> YOUR OBJECTIVE:
Go through the material and return every line that contains the string "Extract".

((

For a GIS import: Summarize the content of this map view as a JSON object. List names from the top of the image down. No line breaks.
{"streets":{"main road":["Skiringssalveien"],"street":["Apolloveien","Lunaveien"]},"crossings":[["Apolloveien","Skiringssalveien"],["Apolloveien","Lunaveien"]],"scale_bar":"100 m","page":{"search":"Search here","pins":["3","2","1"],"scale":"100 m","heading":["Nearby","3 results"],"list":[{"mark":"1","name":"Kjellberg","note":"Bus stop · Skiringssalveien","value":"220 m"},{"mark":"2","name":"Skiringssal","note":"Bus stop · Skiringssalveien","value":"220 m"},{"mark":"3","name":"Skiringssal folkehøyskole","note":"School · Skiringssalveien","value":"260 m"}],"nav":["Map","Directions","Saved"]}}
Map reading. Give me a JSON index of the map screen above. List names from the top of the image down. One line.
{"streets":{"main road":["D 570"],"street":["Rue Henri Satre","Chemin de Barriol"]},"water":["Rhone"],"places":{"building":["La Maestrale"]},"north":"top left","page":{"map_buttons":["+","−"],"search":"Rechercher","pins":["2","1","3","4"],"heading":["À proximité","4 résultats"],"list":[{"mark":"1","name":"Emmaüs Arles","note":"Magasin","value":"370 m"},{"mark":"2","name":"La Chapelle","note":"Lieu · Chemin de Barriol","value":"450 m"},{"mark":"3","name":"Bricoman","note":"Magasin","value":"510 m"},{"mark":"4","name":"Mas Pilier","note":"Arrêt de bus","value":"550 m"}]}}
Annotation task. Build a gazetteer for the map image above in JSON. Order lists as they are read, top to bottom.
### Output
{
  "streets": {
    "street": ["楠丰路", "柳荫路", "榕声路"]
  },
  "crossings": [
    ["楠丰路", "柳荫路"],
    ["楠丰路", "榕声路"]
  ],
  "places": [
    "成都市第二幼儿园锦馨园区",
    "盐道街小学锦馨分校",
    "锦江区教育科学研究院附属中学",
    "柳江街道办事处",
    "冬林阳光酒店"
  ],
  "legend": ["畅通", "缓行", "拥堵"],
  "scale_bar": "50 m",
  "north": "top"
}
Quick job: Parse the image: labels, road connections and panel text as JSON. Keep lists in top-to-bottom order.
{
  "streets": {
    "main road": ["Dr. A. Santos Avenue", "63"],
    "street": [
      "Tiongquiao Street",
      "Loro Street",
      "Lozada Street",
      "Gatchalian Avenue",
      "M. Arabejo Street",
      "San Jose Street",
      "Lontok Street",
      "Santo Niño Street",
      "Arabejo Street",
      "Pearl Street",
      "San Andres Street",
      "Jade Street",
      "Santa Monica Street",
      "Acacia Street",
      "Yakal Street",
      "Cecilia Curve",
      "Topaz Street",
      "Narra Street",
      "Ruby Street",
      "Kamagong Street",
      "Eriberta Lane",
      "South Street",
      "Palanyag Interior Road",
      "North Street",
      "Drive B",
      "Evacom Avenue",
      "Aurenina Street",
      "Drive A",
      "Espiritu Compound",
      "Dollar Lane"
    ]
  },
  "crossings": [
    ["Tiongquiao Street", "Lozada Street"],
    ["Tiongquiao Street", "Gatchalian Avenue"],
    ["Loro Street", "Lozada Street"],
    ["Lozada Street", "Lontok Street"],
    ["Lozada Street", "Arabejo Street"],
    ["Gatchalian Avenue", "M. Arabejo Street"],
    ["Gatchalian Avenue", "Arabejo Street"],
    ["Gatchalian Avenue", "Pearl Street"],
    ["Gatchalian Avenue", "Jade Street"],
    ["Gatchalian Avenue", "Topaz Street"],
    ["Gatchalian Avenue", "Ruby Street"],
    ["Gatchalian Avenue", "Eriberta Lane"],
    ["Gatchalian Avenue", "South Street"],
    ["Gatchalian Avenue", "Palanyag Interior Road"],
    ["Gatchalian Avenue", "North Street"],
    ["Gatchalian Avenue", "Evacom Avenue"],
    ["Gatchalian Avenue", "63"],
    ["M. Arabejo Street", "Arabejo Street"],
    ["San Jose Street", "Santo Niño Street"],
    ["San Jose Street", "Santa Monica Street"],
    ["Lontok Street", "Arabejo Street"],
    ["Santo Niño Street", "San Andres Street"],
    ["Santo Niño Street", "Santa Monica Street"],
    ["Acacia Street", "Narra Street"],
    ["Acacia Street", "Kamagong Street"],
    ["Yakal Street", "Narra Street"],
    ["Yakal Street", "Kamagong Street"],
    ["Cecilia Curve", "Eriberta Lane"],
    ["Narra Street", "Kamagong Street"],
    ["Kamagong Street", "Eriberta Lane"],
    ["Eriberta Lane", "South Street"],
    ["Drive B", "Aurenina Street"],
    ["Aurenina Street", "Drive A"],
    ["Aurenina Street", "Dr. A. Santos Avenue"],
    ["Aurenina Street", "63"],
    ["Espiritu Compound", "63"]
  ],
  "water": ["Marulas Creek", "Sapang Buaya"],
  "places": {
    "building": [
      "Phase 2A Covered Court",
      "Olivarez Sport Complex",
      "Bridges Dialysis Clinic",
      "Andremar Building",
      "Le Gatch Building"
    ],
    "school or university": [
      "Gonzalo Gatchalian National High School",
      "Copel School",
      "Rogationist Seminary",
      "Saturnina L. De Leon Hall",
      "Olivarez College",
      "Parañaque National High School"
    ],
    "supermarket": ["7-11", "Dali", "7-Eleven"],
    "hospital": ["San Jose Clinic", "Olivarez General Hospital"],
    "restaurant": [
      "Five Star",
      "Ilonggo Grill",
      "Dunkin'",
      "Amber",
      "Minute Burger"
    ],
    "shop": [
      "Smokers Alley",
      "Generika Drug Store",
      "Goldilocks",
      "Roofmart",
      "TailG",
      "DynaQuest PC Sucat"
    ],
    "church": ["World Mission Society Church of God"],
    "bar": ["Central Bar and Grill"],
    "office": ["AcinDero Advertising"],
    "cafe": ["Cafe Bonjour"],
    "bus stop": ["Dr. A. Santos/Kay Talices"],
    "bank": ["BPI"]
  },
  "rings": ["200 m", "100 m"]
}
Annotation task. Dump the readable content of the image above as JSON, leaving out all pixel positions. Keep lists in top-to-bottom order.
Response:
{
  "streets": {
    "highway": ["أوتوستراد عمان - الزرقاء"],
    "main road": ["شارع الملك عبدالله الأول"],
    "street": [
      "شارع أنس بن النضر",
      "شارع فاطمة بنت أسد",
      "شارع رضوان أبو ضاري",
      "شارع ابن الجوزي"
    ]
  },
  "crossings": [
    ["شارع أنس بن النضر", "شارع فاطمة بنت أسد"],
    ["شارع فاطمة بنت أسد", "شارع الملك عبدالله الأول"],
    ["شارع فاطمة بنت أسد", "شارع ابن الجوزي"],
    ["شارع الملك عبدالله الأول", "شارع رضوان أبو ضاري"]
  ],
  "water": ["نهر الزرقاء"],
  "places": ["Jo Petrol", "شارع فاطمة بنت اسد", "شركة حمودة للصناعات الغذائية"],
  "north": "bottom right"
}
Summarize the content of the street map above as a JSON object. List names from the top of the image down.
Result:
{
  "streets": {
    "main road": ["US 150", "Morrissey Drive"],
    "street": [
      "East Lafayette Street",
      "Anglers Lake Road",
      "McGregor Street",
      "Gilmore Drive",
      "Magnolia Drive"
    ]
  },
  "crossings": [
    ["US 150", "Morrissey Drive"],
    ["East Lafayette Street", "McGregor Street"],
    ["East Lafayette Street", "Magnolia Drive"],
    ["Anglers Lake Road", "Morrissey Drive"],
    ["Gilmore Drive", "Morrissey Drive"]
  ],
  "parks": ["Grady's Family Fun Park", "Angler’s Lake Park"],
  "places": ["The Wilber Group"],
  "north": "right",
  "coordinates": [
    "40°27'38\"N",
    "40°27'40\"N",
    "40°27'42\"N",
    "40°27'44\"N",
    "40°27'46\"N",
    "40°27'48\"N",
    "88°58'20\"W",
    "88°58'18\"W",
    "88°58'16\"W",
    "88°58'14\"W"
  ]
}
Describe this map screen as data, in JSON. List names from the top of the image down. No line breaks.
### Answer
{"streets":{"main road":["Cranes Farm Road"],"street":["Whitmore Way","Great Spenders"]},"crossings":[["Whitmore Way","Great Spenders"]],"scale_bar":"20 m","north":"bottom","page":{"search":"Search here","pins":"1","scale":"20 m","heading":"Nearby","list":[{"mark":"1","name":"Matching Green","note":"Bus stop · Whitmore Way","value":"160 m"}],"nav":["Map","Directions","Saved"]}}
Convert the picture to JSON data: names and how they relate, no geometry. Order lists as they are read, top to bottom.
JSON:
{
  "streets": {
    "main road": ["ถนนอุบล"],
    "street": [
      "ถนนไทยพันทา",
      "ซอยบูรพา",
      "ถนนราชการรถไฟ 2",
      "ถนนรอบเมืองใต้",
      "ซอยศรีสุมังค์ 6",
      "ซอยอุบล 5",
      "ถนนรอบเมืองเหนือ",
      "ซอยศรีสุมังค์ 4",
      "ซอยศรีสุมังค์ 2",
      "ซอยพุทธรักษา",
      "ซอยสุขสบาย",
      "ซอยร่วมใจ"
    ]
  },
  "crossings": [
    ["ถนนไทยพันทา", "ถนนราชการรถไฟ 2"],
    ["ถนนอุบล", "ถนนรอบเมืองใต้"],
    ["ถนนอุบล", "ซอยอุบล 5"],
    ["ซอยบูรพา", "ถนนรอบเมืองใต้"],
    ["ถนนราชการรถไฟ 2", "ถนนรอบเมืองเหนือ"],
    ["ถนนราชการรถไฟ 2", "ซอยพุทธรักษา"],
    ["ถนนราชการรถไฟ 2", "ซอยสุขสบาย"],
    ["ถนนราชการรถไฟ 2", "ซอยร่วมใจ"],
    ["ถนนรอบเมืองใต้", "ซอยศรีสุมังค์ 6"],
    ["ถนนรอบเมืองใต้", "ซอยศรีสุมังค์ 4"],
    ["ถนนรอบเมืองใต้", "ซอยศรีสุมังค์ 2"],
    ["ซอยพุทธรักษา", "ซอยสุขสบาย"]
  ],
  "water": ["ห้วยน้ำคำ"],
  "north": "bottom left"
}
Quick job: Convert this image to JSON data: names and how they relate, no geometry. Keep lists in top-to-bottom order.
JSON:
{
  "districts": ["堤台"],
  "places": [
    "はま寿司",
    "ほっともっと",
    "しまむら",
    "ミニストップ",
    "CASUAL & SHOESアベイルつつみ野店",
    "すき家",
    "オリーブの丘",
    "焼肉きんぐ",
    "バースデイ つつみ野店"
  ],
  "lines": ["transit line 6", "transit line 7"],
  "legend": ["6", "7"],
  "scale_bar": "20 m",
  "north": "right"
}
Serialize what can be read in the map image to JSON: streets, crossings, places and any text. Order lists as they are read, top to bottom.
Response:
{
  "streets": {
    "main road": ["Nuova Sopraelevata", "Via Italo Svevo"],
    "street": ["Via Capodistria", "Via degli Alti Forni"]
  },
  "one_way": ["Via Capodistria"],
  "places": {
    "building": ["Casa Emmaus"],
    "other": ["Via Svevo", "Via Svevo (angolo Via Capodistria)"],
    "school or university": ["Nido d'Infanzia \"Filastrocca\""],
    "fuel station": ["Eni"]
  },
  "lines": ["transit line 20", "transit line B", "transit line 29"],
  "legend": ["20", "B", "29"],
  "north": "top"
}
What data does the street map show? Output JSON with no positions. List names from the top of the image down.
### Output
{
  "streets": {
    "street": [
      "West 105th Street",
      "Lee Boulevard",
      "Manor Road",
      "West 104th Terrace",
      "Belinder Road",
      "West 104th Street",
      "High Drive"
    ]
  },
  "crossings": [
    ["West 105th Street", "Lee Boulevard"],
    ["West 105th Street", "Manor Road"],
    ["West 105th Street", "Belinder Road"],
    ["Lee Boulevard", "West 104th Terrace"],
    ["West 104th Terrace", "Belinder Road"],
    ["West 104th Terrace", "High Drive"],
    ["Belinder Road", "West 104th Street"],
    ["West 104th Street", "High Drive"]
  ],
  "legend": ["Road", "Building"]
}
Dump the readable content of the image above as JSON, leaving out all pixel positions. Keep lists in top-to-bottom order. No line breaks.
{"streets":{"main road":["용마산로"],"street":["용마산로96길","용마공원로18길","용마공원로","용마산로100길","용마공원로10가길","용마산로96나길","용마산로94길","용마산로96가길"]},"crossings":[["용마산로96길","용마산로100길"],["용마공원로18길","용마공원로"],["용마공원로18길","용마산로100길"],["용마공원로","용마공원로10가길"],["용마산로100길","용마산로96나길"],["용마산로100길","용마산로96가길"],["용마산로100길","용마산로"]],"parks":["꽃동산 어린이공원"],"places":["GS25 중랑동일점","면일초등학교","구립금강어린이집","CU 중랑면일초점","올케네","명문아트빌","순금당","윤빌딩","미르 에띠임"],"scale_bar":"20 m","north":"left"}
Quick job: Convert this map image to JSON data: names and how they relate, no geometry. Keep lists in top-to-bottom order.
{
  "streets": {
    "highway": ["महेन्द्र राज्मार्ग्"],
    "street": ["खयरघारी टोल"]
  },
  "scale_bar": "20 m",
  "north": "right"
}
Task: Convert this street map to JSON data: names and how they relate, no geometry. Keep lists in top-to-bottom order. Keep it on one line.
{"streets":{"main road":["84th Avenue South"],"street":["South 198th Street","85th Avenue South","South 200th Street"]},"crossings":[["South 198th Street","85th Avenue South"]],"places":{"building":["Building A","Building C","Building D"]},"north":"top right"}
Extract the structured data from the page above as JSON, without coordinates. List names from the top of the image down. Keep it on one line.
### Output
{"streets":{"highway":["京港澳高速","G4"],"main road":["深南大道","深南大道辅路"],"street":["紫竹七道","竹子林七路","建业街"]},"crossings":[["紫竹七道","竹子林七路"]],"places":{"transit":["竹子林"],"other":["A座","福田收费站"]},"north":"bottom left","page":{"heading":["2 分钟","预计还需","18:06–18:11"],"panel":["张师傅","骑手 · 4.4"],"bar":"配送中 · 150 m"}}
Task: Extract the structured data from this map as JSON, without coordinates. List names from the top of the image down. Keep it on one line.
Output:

))

> SOLVED PROBLEM:
Extract the structured data from the page above as JSON, without coordinates. List names from the top of the image down. Keep it on one line.
Task: Extract the structured data from this map as JSON, without coordinates. List names from the top of the image down. Keep it on one line.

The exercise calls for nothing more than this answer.